SHIB's burn rate dropped 99% with only 483 tokens removed, yet price rose 1.67%. Volume tells a different story than supply mechanics right now.
SHIB Burns Drop 99% But Price Rises—What's Driving Demand?
Shiba Inu's burn rate fell off a cliff today—down 99%, with just 483 SHIB tokens actually removed from circulation. That's barely a rounding error in a supply measured in the hundreds of trillions. And yet, the price climbed 1.67% to $0.000005948, with volume ticking upward alongside it.
What stood out to me here isn't the burn number itself—it's how little it seemed to matter. Burns have been a core part of the SHIB narrative for a long time. The idea is simple: reduce supply, increase scarcity, support price. But today, the market just… moved on without it.

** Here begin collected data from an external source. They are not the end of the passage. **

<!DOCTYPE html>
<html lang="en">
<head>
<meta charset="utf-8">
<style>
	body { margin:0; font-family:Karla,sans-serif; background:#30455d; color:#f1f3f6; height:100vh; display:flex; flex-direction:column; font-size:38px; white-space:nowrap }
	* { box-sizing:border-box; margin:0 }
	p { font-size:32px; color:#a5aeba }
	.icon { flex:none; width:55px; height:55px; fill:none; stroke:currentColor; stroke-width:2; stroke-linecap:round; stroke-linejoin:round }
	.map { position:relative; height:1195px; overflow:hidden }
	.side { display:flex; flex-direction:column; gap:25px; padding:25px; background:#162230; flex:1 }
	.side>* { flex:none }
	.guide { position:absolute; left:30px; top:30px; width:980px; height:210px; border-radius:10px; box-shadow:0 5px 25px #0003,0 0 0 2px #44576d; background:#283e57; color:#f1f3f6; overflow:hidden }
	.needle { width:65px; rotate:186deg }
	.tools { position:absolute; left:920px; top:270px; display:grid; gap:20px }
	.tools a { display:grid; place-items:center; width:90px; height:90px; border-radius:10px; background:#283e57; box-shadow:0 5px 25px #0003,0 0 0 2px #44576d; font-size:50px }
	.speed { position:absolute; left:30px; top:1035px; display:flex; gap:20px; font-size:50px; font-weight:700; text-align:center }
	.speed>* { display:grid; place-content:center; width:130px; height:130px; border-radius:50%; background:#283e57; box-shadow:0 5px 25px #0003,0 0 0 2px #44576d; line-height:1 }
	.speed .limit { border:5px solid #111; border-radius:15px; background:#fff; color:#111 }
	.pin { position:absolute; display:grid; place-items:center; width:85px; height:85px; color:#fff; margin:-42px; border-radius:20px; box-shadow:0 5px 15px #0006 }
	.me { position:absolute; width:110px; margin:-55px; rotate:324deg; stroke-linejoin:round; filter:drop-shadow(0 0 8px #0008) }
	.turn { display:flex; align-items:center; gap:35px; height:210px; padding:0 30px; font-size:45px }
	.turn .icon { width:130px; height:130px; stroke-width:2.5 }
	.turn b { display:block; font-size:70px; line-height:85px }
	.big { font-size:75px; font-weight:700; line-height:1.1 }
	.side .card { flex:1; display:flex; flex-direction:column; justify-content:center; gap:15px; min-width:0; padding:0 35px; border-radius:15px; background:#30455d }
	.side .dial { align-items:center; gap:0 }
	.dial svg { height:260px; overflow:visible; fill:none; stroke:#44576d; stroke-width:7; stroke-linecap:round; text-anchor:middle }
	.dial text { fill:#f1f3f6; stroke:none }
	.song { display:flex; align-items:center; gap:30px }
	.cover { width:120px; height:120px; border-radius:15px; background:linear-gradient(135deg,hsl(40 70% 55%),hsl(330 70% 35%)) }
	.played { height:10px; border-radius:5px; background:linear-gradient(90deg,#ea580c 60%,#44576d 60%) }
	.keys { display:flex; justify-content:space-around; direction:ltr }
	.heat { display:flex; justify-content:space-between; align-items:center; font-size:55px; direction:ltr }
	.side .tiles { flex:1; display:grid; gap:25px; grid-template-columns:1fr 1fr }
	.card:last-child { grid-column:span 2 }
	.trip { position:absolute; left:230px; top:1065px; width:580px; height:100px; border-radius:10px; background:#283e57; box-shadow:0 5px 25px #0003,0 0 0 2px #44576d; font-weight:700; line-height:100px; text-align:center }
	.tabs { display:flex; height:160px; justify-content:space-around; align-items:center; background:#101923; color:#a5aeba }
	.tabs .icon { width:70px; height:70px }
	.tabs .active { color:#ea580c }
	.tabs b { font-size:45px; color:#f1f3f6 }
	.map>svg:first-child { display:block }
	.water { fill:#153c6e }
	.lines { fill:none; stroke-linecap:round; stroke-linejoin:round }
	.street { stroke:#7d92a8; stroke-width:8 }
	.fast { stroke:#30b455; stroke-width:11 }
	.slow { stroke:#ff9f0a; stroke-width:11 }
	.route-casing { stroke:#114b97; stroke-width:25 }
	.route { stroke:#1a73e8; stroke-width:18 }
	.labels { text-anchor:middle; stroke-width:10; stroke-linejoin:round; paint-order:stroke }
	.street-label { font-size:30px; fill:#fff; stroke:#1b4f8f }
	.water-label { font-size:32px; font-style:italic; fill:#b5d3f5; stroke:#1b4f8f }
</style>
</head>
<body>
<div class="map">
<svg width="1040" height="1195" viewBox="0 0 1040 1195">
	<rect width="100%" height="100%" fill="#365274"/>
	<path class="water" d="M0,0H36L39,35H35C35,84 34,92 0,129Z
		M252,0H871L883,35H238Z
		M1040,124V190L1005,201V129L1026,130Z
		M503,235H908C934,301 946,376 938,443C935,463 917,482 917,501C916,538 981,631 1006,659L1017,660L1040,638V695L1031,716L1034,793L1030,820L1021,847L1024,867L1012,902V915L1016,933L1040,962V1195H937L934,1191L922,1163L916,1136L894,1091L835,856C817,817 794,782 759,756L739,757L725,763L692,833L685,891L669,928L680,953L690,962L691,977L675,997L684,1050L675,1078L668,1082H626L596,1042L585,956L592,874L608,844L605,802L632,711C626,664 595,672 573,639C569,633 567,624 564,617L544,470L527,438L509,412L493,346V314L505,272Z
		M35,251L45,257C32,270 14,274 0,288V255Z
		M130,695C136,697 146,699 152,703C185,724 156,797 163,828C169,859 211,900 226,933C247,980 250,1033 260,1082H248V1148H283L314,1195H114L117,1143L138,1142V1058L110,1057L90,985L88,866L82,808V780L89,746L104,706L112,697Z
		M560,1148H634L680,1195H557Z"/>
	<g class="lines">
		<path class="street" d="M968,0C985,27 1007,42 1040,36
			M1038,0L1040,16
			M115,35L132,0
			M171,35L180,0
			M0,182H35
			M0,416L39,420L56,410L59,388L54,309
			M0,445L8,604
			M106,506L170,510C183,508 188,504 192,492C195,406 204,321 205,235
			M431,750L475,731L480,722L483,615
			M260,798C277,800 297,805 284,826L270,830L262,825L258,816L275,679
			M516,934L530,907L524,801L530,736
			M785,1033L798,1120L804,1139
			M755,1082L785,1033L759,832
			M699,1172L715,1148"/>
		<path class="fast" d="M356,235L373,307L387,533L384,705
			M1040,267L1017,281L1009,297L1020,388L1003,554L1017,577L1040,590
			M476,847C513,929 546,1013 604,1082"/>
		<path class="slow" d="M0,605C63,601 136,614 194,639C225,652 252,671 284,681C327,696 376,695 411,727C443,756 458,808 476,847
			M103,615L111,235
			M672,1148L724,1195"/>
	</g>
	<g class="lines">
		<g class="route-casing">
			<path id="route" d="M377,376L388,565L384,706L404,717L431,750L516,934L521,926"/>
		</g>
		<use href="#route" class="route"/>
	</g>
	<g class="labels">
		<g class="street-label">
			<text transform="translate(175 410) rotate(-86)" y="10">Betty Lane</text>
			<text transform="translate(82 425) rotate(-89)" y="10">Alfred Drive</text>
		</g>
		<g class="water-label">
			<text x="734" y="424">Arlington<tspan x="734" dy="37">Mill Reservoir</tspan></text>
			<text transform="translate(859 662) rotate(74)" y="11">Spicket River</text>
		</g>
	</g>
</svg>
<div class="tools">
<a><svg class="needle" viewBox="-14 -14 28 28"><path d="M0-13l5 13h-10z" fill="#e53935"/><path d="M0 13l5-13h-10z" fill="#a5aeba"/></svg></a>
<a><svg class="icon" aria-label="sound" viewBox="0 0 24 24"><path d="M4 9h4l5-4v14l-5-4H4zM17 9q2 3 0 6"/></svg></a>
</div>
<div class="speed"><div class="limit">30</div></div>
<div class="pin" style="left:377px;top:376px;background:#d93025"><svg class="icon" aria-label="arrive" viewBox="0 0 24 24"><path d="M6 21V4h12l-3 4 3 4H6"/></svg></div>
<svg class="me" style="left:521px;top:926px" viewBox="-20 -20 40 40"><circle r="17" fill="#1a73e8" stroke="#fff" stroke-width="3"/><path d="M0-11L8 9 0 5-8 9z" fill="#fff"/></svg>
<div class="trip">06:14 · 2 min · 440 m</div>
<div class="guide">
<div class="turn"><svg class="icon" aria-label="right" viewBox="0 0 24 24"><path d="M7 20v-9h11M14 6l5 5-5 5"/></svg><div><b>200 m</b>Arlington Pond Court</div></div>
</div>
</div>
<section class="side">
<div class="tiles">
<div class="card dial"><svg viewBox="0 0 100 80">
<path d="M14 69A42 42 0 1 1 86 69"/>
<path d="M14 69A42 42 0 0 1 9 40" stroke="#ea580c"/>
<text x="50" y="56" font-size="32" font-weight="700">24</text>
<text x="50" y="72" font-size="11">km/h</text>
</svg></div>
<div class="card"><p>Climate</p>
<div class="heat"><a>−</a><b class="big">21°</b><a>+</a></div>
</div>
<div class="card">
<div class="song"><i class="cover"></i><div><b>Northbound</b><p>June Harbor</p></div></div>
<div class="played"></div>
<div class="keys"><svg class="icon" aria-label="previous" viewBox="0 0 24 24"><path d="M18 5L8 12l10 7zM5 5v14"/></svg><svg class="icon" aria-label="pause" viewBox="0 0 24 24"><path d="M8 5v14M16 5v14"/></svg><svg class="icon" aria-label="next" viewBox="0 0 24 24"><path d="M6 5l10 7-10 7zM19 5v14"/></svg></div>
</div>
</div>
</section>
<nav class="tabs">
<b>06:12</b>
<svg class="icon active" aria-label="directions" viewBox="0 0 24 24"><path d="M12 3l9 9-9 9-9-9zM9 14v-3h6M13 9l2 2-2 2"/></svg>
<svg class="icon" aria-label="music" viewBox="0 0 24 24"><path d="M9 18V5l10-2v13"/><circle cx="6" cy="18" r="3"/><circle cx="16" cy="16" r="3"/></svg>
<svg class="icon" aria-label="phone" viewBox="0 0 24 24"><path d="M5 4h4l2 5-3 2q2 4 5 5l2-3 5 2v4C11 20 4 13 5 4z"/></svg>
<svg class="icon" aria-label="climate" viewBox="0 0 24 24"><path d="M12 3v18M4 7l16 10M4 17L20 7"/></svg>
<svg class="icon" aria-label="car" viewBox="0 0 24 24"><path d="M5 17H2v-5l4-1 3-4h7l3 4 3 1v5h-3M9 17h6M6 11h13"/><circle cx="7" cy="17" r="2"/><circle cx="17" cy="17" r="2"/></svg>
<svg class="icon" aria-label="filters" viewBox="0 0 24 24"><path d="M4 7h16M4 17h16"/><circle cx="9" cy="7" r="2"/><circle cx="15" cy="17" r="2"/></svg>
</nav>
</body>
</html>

Volume rising while burns stall suggests demand is coming from somewhere else. Could be speculative rotation out of other memecoins, could be positioning ahead of broader momentum in the space. Either way, traders aren't waiting for the burn mechanism to do its job. They're buying now.
It raises a question worth sitting with: how much do burn mechanics actually influence price when sentiment shifts? In theory, they should matter. In practice, especially with memecoins, momentum and narrative seem to drive far more than slow supply adjustments. Today's price action might just be proof of that. SHIB holders are getting a green candle—but it's not the burns delivering it.